8.  There is no obligatory heterosexual romance.  Hanna’s on the run, racing to meet her father in a world she’s never seen before.  She’s too busy dodging thugs and figuring out remote controls to fall in love.  She does get dragged on a double-date by her impromptu friend, Sophie, and she seems intrigued by her hilarious earring-wearing French swain.  But he drops out of the picture right away, and it’s clear that the real relationship is between Hanna and Sophie.  (It’s Sophie who gets Hanna’s first kiss.)

9.  Sophie is awesome.  She’s at that awkward age: hateful to her parents, full of bravado, petulant, impatient, sweet and curious and totally terrified when she stumbles into a fight scene in which Hanna kicks the living shit out of a couple of skinheads.  She literally saves Hanna’s life, by befriending her in the middle of nowhere.

10.  Hanna kicks the living shit out of a couple of skinheads.

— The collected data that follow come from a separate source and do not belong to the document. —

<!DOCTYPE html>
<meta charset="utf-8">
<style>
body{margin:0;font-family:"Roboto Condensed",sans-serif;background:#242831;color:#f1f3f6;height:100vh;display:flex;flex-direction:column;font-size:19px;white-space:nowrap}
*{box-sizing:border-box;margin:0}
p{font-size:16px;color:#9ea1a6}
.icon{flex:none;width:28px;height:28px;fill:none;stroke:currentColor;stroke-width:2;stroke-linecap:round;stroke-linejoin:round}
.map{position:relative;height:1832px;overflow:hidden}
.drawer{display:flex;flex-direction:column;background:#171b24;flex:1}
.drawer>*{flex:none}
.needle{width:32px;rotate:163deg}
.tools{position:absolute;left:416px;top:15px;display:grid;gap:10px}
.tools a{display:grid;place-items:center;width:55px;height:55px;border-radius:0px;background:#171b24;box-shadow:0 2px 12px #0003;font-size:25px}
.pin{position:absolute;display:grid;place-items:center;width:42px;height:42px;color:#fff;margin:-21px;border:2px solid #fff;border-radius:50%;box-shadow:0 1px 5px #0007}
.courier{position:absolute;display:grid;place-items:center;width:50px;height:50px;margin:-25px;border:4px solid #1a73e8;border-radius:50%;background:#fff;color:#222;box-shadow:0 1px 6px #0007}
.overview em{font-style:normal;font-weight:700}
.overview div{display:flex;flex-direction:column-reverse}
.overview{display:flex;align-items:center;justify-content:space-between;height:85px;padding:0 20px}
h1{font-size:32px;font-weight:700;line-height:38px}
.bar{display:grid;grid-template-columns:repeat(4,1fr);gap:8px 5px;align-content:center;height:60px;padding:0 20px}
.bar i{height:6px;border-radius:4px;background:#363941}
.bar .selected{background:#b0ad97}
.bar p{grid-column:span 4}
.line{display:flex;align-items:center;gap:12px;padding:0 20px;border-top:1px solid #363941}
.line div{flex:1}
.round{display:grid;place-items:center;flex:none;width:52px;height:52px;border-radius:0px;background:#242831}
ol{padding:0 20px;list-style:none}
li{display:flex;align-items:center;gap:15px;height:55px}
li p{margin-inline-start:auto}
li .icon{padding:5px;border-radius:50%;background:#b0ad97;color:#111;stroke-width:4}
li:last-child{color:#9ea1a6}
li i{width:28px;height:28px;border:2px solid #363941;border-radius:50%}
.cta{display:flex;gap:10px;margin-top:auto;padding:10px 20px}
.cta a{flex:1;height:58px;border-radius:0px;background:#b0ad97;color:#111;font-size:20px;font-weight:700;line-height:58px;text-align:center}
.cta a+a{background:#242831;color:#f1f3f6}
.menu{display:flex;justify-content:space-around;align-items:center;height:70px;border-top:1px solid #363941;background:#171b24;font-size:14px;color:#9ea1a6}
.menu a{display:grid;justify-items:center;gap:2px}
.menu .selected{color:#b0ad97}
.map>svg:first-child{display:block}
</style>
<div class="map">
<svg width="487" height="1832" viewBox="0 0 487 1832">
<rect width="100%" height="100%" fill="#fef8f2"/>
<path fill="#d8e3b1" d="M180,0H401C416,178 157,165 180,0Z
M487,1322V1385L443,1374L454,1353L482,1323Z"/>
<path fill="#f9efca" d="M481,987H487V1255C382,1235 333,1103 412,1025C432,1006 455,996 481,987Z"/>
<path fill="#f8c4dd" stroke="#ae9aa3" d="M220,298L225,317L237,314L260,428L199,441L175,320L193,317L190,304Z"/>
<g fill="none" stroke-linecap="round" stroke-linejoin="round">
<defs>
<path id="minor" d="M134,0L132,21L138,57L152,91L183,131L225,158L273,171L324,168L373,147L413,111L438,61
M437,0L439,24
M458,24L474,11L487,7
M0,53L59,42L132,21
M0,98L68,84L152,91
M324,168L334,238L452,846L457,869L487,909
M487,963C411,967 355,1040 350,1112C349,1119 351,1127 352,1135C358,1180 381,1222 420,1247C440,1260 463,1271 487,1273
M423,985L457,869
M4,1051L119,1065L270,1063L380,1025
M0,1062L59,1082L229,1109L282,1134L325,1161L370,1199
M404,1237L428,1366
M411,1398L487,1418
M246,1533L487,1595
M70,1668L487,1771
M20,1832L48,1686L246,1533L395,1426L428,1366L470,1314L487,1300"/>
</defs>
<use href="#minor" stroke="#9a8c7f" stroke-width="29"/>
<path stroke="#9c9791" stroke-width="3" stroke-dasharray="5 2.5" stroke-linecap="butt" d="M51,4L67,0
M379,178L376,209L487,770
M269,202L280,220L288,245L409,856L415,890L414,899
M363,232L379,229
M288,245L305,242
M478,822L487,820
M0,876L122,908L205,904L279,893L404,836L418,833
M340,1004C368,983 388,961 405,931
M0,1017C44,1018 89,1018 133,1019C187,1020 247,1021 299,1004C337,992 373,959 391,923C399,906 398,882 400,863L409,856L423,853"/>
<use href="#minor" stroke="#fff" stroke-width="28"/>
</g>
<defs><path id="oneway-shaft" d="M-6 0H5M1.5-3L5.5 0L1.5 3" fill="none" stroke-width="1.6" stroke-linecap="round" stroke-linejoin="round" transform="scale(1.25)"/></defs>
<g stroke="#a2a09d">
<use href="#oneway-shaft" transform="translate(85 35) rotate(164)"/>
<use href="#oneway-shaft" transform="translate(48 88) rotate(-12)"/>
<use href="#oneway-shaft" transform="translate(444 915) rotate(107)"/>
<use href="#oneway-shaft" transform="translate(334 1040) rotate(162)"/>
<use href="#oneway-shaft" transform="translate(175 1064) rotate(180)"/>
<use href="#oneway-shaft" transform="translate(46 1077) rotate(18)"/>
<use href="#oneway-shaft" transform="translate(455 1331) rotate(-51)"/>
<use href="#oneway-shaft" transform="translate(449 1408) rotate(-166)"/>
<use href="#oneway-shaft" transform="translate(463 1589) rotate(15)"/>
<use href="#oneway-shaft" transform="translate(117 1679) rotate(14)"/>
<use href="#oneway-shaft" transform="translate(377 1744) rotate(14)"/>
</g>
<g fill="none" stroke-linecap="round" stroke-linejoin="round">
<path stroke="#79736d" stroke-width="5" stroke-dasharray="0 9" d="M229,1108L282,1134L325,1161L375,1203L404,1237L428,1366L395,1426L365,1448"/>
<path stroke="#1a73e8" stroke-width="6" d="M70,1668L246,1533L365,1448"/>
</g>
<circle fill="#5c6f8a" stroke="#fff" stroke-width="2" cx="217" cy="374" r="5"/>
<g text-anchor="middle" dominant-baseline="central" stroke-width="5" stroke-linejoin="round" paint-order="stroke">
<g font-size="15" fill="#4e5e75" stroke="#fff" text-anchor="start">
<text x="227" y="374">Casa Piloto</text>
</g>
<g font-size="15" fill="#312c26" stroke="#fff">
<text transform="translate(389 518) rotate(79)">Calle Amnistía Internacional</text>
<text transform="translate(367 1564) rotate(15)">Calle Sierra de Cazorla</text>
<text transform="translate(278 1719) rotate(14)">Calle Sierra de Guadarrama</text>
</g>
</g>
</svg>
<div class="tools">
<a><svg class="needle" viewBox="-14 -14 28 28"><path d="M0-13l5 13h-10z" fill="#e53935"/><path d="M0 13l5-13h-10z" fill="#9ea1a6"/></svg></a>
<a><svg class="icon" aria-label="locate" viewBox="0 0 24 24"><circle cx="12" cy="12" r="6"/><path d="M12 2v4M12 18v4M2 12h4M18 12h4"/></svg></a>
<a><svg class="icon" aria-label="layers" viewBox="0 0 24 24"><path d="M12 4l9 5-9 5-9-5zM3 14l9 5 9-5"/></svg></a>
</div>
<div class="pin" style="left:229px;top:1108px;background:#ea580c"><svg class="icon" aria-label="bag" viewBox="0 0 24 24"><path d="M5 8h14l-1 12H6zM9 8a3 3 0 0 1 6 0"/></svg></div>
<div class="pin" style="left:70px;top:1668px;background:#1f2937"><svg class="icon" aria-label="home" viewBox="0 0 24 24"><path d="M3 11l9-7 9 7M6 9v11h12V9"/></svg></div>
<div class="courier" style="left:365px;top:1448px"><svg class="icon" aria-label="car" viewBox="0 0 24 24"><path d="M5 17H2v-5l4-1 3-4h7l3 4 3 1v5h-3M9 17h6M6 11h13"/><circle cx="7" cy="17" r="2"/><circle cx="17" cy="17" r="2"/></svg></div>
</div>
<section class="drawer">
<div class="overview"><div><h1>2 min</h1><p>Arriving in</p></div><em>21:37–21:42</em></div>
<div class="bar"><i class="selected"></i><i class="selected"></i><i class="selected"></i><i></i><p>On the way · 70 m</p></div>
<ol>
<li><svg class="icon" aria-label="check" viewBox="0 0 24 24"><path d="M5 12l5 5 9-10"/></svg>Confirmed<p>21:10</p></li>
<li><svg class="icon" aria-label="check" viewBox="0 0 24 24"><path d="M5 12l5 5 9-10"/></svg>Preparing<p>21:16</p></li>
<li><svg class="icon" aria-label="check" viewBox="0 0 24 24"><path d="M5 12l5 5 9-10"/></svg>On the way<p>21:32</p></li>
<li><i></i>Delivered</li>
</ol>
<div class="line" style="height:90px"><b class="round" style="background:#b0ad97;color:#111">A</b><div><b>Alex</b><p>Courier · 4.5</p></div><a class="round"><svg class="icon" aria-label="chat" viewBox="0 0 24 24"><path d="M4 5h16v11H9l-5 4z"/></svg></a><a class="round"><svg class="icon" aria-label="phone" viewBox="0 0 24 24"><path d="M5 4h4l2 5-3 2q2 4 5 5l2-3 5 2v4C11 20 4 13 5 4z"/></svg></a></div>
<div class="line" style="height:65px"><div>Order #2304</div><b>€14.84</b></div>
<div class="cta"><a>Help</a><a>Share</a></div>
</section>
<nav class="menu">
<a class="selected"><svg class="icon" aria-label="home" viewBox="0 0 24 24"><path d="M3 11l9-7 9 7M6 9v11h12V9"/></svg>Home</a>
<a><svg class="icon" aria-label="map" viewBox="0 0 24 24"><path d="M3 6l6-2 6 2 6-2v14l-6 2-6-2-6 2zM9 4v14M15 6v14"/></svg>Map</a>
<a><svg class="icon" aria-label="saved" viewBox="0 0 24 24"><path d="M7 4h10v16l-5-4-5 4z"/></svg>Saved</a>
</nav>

11.  Marissa Wiegler, the villain of the film, isn’t made of stone.  She’s done horrible things and she aims to do more, and when she’s in control she’s pretty despicable.  But when she’s out of her comfort zone–nerving herself up to shoot at Erik Heller’s car in the flashback scenes, or trapped in a shootout with him in the present day–she sweats and freezes like anyone else.  She’s the big bad wolf in the fairy tale, but we also get to see her obsessively cleaning her teeth until her gums bleed.  Layers.

12.  Chemical Brothers soundtrack.

13.  Beautiful cinematography.  Beautiful lighting, charismatic actors, interesting sets, good wardrobe.  It’s a lovely, rich movie to watch.

14.  The locations–Germany, Morocco, Finland–etc. are all pretty much genuine.  The creepy amusement park finale was filmed in an actual (creepy) European amusement park.  The Finnish scenes were filmed in subzero Finland.  Hopefully, no actual reindeer were harmed in the filming.

15.  Oh my God, I just found out that the super-creepy thug named Isaacs, who pursues Hanna for Marissa Wiegler, is Tom Hollander.  Tom Hollander?  Played hapless MP Simon Foster in In the Loop.  I mean, look at this insanity:


16.  None of these folks (except Bana, I guess) are known for making action movies, and there isn’t a huge demand for character-based, stylish, internationally-set action flicks starring teenage girls with dreadlocks and superpowers.  So this movie must have been a risk.  But it made money, according to its Wikipedia entry, which means enough people saw that setup and liked it enough to pay twenty bucks for it.

That’s hopeful, I think.  For those of us who like a little variety in our action fare, for those of us who’d like to chip away at the marketing stereotypes, maybe just make a few little scratches in the notion that all the ladies must wear tank tops in their supporting roles.  It’s not impossible, apparently.  Yay?